One of the key aspects of the system was efficient document ingestion. Instead of reading the entire XML file into memory, I utilized the xml.etree.ElementTree.iterparse function to process documents one by one, reducing memory usage. This approach also proved to be more resilient to formatting errors in the XML file, ensuring that correctly formatted documents could still be loaded even if some were malformed.

The tokenization module was designed as an independent component with adjustable settings, allowing for fine-tuning of preserved regex patterns, lowercasing, number exclusion, minimum token length, and token caching. These features were instrumental in optimizing the tokenization process based on the specific needs of the document corpus.

Inverted Index and Query Processing

The inverted index lies at the heart of the search engine, enabling fast retrieval of relevant documents for a given search query. I implemented a dictionary structure to map preprocessed and stemmed terms to the documents containing them, along with a PostingsLinkedList (PLL) to store the document IDs and positions efficiently.

Postings Linked List

The choice of using a PLL was motivated by potential performance gains during query time. By keeping postings in sorted order and incorporating skip pointers, I aimed to expedite the traversal of postings lists and reduce the average time complexity of merge operations.

Query processing involved parsing the user’s query and matching it against a hierarchy of patterns to identify specific keywords. The query parser recursively breaks down the query until it reaches the base cases, applying appropriate logic for each pattern encountered. This approach allows for handling complex boolean queries with multiple keywords.

Query Parsing

An example breakdown could be:

Query Parsing Example

Part II

Full Architecture

The second part of this project was to build a fully self-contained search engine in team of 6. It should have search, indexing, crawling, and liveness features as part of its core functionality. I can provide a snippet showing my contributions to this aspect, but will not provide the entire report publicly as the assessments may be repeated, and this could be plagiarized. I will, however, provide a link to request accesshere.

Statement of Contributions (excerpt from the report)

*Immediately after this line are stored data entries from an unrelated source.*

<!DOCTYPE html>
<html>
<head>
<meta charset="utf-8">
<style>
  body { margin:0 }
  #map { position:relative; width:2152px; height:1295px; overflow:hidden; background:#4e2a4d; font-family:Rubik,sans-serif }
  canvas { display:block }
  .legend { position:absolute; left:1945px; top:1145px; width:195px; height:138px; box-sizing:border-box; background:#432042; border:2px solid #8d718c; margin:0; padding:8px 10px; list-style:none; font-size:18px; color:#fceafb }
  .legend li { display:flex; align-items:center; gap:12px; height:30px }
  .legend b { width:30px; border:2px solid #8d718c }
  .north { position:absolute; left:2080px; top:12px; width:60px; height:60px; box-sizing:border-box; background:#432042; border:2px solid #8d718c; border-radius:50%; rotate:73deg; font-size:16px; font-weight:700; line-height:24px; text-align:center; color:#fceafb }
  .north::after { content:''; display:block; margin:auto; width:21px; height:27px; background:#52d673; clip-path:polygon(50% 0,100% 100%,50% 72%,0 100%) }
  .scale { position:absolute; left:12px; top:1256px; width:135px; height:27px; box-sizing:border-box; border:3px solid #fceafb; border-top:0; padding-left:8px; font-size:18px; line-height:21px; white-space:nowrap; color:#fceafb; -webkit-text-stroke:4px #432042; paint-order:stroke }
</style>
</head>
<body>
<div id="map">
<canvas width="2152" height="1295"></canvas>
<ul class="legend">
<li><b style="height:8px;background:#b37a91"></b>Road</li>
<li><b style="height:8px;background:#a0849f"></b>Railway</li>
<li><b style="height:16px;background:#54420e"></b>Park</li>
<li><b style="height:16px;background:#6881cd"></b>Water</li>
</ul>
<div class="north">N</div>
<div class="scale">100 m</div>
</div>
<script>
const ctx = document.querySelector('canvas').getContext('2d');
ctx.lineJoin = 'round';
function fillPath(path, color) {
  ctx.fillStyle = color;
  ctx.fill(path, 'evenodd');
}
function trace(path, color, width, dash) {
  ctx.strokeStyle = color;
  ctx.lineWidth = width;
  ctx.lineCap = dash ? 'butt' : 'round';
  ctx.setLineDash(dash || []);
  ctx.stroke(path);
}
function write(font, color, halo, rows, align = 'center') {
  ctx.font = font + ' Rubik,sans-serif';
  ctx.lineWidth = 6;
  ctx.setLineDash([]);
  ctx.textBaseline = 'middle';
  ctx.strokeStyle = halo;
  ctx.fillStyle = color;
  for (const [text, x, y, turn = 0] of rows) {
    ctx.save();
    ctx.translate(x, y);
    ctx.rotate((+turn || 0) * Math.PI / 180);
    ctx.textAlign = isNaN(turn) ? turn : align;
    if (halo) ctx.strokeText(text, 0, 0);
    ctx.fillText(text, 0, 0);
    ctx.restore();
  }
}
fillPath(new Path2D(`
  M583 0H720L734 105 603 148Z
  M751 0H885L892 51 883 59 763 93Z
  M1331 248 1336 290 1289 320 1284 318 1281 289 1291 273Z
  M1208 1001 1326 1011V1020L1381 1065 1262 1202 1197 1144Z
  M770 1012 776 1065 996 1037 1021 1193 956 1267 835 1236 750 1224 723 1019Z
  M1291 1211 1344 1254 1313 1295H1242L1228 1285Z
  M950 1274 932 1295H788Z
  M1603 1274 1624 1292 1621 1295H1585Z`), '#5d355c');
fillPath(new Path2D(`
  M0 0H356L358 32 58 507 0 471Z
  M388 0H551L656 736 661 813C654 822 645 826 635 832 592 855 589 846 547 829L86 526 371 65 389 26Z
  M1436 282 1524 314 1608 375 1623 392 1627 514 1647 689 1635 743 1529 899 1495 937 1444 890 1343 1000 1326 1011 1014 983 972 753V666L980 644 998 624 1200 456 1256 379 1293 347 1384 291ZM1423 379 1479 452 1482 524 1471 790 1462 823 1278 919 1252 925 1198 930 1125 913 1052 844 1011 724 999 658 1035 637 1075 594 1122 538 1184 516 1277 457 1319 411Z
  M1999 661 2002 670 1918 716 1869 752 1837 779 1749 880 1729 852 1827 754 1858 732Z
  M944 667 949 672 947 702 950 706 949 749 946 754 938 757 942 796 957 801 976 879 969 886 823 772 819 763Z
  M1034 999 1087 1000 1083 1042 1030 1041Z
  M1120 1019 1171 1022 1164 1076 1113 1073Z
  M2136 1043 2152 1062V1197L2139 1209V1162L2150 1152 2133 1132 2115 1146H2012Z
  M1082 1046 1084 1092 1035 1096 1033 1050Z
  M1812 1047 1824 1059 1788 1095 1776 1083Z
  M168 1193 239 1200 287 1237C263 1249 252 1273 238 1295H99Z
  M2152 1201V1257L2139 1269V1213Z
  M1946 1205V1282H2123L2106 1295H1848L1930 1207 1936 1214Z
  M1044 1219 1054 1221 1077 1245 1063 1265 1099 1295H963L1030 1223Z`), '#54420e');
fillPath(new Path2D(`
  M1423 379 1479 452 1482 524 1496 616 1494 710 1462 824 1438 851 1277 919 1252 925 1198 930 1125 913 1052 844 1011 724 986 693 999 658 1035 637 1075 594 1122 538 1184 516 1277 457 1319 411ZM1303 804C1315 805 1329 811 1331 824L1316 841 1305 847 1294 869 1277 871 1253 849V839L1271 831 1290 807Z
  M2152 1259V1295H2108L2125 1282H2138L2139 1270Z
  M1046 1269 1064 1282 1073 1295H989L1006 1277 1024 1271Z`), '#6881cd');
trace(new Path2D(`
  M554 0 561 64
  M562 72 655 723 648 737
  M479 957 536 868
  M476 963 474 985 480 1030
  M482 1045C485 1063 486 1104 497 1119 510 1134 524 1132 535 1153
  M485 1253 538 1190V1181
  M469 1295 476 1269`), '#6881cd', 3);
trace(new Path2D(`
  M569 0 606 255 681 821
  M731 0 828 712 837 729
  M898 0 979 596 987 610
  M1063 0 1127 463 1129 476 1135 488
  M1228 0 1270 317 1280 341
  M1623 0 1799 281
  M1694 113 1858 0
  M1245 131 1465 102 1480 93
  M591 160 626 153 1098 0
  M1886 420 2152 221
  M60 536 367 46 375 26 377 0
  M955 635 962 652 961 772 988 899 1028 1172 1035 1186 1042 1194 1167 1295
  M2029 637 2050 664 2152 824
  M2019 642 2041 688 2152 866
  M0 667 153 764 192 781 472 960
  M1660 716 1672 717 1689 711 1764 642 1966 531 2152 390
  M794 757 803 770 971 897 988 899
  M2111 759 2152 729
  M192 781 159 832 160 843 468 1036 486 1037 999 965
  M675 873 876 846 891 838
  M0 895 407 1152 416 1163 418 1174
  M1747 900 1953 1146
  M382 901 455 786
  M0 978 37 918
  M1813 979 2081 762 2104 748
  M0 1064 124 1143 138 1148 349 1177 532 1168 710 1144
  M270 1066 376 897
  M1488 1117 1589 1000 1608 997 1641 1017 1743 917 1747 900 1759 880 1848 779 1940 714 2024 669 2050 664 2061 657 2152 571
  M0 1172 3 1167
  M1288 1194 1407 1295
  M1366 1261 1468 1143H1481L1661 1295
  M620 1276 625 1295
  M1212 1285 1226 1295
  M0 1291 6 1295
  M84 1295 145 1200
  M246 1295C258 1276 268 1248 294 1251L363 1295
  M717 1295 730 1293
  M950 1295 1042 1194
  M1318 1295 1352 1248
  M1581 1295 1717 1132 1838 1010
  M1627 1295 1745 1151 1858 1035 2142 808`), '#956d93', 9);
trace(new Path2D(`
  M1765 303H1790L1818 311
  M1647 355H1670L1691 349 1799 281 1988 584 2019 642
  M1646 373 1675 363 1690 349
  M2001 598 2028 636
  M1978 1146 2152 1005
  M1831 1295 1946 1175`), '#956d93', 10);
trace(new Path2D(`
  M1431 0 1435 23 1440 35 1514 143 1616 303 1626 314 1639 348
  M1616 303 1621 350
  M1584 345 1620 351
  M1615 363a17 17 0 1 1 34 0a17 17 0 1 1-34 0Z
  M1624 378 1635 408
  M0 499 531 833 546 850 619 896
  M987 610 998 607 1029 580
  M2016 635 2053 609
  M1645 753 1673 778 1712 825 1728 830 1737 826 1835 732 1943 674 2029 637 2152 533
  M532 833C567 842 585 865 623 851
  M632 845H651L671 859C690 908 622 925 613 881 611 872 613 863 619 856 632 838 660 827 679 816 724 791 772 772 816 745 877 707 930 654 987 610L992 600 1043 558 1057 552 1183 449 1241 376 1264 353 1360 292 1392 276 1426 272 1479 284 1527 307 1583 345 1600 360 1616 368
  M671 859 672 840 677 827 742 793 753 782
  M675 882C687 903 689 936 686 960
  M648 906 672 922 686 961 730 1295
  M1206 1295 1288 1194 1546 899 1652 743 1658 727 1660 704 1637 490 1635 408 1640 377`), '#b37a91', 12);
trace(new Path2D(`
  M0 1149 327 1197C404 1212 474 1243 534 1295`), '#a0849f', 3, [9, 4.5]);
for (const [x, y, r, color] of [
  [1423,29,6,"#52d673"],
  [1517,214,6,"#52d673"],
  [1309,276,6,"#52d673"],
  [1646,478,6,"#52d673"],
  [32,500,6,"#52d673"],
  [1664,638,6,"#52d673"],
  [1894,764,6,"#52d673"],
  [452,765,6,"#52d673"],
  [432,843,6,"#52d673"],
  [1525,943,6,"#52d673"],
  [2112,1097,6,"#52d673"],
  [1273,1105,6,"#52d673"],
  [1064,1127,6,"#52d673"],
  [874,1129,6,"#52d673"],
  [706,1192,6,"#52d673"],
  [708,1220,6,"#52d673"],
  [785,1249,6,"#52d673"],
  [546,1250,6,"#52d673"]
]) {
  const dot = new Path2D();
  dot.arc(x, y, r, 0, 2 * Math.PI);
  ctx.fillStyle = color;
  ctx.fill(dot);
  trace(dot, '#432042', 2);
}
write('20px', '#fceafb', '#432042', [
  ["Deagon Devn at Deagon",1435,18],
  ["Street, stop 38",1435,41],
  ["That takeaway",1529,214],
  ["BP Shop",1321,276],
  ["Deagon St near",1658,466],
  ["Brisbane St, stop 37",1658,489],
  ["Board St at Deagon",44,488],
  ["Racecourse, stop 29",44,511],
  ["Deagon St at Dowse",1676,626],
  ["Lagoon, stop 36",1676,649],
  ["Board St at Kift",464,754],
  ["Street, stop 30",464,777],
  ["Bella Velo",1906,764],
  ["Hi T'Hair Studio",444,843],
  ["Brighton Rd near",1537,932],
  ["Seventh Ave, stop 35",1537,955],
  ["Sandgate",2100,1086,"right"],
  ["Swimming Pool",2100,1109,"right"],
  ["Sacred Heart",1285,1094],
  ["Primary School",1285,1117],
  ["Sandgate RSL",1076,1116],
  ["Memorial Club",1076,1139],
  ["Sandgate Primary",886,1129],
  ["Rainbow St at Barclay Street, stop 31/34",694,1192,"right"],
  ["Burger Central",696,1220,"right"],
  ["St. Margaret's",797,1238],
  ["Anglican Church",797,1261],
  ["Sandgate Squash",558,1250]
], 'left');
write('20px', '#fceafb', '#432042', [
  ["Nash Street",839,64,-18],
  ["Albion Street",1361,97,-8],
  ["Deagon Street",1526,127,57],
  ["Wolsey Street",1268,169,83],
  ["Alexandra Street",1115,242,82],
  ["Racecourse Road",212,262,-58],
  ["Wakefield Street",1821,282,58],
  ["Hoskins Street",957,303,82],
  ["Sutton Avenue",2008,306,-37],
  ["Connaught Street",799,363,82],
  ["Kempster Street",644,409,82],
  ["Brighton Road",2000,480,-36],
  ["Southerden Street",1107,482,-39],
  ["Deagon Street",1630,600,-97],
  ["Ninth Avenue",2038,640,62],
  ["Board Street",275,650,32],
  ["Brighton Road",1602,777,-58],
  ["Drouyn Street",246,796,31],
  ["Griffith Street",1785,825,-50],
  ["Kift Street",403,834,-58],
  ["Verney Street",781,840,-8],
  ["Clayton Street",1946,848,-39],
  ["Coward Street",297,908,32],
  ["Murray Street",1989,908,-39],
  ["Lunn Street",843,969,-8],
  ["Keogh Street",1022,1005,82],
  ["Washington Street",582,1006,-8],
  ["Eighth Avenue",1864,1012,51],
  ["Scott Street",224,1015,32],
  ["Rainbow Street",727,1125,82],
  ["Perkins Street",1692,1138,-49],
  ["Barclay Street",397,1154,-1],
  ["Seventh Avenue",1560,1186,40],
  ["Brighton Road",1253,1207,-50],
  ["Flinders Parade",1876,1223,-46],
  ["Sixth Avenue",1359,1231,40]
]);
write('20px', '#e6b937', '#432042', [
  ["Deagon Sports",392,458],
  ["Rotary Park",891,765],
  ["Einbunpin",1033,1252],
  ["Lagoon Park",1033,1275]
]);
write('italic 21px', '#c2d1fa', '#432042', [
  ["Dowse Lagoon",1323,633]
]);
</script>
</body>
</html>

I worked on developing the backend of the search engine, particularly the positional index and its optimizations. This was driven in part by familiarity with our starter code (we had collectively agreed to use a version subset of the indexing code I had submitted as part of the coursework). I then worked on the Positional Index and Postings Linked List classes, forming the foundation of the indexing system. Later implemented a trie-based IndexTrie and relevant search, update and posting intersection algorithms to improve memory efficiency and overall performance. I also worked on the Crawler class for document location indexing and tracking. This included keeping checksum values to queue files for reindexing, if the content had changed.

More general tasks included building an execution pipeline for the positional index. The pipeline encompasses document crawling, preprocessing, tokenization, postings creation, index updates (saving and building), and metadata management. During the later stages of the project, I optimized the indexing process by implementing concurrency and batch processing to parallelize indexing tasks via process pools encapsulated in a thread pool. Additional changes included implementing checkpointing and index merging mechanisms as fail-safes to improve efficiency and reliability, resulting in better resource utilization.